His grades slipped badly, and he began to withdraw. “Next, he
was telling us he couldn’t make himself do the work, that he didn’t want to
disappoint us all the time, that he was worthless. Worthless.”
These young people do not necessarily qualify for a psychiatric
diagnosis, nor are they “traumatized” in the strict sense of having had a
life-threatening experience (or the perception of one). Rather, they are trying
to manage an interruption in their normal development, child psychologists say:
a sudden and indefinite suspension of almost every routine and social
connection, leaving a deep yet vague sense of loss with no single, distinct
source.
System overload
The resulting changes in behavior can seem sudden: A bright
sixth-grader is found cutting herself; a sweet-natured sophomore takes a swing
at a parent or sibling. Parents, frightened, often do not know where to go for
appropriate help. Many do not have the resources or knowledge to hire a
therapist.
Families that land in the emergency departments of their local
hospitals often find that the clinics are poorly equipped to handle these
incoming cases. The staff is better trained to manage physical trauma than the
mental variety, and patients are often sent right back home, without proper
evaluation or support. In severe cases, they may linger in the emergency
department for days before a bed can be found elsewhere.
In a recent report, a research team led by the Centers for
Disease Control and Prevention (CDC) found that fewer than half the emergency
departments in US hospitals had clear policies in place to handle children
with behavior problems. Getting to the bottom of any complex behavior issue can
takes days of patient observation, at minimum, psychiatrists say. And many
emergency departments do not have the on-hand specialists, dedicated space or
off-site resources to help do the job well.

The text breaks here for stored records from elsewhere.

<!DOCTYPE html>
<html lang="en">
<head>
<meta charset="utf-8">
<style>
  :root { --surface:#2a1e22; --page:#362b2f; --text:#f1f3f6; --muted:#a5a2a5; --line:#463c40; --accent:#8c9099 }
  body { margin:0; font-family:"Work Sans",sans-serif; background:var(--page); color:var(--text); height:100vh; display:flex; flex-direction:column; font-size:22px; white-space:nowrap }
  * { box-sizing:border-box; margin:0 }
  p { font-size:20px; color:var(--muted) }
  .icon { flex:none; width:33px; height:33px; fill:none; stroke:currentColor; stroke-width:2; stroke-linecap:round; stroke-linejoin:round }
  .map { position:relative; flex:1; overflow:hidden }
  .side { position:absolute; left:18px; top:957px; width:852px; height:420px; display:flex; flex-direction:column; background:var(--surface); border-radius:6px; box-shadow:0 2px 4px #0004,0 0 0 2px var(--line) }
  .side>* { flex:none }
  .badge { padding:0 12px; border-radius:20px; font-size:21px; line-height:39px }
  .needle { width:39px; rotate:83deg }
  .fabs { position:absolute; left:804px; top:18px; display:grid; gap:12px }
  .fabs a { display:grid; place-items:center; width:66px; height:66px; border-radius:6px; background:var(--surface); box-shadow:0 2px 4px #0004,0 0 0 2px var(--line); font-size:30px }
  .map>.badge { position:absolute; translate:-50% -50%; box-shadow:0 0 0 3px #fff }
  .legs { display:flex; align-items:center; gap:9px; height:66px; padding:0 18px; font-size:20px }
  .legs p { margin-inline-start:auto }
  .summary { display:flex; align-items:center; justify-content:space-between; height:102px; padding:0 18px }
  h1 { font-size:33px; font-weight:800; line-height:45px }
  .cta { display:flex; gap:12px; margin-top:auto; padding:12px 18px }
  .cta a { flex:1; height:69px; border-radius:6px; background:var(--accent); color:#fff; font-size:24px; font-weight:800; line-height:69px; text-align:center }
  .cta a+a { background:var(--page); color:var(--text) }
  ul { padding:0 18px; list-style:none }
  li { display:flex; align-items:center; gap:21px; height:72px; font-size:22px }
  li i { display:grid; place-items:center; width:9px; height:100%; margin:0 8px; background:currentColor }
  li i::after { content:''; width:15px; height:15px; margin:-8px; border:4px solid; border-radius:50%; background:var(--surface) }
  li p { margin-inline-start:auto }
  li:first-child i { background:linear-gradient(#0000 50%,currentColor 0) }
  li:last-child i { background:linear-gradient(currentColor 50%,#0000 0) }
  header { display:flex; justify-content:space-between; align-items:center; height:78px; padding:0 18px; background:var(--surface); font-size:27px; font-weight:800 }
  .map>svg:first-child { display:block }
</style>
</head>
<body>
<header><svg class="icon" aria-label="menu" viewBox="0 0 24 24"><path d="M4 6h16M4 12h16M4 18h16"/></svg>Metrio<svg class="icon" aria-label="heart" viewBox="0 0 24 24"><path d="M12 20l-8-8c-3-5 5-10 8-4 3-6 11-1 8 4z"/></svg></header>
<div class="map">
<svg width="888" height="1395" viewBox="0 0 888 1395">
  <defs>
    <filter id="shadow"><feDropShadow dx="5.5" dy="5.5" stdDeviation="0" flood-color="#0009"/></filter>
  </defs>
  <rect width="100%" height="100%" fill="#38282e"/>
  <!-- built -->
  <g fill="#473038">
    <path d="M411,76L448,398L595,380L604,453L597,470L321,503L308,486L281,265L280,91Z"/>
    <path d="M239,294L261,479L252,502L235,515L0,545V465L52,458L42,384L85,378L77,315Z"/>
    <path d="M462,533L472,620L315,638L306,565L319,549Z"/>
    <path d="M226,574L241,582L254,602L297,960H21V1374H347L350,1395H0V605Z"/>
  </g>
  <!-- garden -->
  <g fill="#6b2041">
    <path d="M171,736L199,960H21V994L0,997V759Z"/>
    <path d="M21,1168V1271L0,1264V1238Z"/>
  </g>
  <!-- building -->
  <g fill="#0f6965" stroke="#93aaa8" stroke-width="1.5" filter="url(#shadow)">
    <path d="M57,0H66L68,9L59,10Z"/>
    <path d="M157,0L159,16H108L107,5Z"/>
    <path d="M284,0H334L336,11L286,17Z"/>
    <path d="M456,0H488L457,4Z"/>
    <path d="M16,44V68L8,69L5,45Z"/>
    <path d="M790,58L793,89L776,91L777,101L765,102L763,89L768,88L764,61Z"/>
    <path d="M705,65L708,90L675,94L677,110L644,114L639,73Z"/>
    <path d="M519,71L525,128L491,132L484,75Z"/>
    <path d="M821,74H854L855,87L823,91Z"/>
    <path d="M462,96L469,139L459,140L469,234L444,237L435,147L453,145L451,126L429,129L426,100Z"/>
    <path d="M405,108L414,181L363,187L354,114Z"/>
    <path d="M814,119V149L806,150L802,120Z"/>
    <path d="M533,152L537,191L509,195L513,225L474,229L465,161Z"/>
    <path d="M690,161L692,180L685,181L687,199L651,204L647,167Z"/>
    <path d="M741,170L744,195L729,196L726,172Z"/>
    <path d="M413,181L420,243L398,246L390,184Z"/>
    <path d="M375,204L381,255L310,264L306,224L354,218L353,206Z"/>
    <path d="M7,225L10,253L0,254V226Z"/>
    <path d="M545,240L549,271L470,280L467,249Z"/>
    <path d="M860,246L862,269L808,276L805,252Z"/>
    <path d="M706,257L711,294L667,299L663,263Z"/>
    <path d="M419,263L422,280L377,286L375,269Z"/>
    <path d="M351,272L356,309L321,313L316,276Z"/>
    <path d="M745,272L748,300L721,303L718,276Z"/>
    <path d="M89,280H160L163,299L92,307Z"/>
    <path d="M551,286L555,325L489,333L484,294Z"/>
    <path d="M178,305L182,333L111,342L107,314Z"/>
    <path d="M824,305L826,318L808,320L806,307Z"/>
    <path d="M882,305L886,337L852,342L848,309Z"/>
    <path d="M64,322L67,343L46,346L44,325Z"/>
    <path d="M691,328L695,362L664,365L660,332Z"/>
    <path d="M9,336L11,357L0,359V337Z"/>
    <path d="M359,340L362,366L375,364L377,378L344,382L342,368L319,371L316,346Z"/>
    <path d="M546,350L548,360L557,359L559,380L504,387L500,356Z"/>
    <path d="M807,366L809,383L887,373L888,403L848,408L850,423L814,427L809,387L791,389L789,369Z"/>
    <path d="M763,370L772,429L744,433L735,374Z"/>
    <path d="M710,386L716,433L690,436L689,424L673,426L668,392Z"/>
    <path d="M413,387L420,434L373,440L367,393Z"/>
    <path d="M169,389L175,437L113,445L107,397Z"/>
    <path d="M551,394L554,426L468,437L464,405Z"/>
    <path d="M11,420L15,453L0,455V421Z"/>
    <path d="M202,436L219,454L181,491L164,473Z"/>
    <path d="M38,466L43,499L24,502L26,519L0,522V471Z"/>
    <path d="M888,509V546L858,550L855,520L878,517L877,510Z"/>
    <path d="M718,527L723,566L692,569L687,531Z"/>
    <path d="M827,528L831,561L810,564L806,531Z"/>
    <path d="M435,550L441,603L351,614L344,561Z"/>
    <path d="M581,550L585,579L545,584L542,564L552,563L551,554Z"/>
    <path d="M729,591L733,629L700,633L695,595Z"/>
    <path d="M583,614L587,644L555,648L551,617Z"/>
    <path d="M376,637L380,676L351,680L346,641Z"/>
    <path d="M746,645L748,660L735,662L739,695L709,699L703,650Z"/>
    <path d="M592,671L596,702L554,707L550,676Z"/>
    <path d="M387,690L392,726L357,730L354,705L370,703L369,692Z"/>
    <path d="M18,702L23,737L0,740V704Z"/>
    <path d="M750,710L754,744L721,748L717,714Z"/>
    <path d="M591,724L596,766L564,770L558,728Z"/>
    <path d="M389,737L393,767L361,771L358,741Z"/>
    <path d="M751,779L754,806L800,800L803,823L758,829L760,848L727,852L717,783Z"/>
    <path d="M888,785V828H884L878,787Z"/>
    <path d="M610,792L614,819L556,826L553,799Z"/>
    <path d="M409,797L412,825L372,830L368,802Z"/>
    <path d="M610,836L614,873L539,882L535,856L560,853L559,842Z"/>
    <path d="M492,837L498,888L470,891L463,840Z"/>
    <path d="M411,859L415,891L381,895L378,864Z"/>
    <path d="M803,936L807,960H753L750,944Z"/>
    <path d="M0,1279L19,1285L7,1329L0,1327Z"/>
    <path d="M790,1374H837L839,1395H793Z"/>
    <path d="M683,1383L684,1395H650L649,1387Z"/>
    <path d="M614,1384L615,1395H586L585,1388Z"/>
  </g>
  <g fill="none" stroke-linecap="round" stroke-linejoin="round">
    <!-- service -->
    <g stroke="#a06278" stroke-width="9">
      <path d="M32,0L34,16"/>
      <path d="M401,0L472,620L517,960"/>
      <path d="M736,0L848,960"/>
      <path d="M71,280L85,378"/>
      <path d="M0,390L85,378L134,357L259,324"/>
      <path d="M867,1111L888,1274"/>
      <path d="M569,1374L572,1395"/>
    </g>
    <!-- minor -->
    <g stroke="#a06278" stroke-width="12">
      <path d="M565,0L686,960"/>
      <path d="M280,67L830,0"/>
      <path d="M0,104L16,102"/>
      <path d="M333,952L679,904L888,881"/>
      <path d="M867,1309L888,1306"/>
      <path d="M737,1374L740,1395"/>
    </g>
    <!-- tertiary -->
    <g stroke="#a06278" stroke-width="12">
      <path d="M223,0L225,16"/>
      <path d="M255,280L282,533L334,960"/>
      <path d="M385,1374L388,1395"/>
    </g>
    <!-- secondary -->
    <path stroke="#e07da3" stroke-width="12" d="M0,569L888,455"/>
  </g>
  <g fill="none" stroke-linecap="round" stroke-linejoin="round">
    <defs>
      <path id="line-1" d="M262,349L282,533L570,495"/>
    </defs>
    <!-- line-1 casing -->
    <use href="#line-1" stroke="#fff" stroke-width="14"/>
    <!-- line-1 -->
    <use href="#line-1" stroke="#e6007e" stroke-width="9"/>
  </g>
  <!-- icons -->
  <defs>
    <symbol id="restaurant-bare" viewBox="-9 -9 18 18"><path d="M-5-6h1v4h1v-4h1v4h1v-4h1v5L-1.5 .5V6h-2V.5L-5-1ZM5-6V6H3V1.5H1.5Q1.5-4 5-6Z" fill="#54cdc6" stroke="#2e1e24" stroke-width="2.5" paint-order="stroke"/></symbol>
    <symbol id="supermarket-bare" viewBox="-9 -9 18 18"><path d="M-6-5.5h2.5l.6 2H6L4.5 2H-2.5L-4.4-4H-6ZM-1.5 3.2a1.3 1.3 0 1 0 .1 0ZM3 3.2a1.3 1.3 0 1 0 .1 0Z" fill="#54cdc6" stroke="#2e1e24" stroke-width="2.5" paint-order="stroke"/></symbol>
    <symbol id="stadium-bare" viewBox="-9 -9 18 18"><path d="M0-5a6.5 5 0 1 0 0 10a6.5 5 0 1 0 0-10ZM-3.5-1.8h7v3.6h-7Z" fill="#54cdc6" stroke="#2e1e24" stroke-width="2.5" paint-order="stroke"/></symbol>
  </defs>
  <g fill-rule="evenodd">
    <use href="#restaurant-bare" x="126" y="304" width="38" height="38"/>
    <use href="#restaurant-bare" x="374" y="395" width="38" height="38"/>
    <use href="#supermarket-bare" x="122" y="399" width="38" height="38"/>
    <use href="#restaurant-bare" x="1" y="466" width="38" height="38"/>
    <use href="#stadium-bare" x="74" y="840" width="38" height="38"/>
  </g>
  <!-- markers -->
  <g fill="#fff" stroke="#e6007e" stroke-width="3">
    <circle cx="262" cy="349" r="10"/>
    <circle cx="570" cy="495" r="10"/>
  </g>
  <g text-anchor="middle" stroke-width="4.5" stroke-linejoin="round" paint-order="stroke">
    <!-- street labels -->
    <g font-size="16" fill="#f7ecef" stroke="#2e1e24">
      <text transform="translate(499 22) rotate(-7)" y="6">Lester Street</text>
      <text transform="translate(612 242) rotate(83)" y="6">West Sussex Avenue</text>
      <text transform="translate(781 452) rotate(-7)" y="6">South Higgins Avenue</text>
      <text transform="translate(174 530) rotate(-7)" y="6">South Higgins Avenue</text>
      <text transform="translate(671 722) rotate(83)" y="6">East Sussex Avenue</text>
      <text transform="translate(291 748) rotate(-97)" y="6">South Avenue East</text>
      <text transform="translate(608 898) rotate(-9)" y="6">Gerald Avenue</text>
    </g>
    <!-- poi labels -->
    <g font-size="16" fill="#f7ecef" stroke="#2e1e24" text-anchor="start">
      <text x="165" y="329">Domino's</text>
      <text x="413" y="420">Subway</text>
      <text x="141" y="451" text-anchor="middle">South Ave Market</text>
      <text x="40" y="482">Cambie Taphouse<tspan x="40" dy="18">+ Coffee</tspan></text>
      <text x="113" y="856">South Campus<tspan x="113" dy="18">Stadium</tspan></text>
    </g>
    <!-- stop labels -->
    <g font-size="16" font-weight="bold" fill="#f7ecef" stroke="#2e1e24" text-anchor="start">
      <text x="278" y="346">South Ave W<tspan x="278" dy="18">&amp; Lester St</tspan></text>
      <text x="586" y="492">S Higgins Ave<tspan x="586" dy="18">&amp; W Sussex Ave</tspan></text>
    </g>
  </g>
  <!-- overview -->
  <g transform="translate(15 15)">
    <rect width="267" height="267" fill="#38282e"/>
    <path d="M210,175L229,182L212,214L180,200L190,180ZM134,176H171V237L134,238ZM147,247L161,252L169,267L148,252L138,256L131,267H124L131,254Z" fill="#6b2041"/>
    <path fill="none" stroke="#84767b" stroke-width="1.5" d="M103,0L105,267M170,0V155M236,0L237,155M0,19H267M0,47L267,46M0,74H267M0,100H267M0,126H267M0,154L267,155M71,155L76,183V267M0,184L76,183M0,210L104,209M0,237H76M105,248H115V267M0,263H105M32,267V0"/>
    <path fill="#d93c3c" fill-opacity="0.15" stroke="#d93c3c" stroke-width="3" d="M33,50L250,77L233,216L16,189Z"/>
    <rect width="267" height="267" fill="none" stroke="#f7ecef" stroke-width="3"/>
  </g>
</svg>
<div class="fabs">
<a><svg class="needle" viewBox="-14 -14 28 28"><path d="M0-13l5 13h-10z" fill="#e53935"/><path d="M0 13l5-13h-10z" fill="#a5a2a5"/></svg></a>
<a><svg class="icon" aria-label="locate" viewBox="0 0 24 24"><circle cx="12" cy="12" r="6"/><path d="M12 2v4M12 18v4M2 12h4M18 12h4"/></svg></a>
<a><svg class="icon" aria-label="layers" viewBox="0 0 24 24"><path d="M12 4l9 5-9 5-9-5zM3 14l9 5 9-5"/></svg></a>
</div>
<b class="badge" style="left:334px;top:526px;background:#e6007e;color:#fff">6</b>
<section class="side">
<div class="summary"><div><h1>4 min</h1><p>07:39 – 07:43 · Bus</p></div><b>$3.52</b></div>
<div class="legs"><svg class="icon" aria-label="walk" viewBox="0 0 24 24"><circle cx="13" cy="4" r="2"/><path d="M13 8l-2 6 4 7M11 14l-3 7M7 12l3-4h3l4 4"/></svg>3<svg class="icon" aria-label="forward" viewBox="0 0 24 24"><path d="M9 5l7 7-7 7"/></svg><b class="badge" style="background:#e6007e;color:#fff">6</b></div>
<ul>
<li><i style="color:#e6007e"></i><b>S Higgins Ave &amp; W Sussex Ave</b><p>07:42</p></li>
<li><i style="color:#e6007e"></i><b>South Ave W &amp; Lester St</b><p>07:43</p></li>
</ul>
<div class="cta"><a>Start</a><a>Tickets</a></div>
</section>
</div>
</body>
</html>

For Jean, diagnosing her son has been complicated. He has since
developed irritable bowel syndrome. “He has been losing weight and started
smoking pot due to the boredom,” Jean said. “This is all due to the anxiety.”
Ann, the consultant in the Bay Area, said that her son’s visit
to the emergency room last month was his third in the past 18 months, each time
for issues related to drug withdrawal. On one visit, he was misdiagnosed with
psychosis and sent to a locked county psychiatric ward. “That experience itself
— locked for days in a ward, with no one telling him why, or how long he’d be
there — was the most traumatic thing he’s experienced,” she said.
Like many other parents, she is now looking after an unstable
child and wondering where to go next. A drug rehab program may be needed as
well as regular therapy.
Lisa has hired a therapist for her son, a Zoom session every
other week. That seems to have helped, she said, but it is too early to tell.
And Jean, for the moment, is hoping the infection risk will diminish soon so
her son can get a safe job.
All three parents have become keen observers of their children,
more aware of shifting moods. Listening by itself usually helps relieve
distress, therapists say. “Trying to educate parents is a routine part of the
job,” said Dr Robert Duffey, a pediatrician in Hendersonville. “And of course,
we need these kids back in school, so badly.”
But medical professional say that until the health care system
finds a way to equip and support emergency departments for what they have
become — the first and sometimes last resort — parents will be left to navigate
mostly on their own, leaning on others who have managed similar problems.
“COVID has put our system under a microscope in terms of the things
that don’t work,” said Baum, the pediatrician in Asheville. “We had a shaky
system of care in pediatric mental health prior to this pandemic, and now we
have all these added stressors on it, all these kids coming in for
pandemic-related issues. Hospitals everywhere are scrambling to adjust.”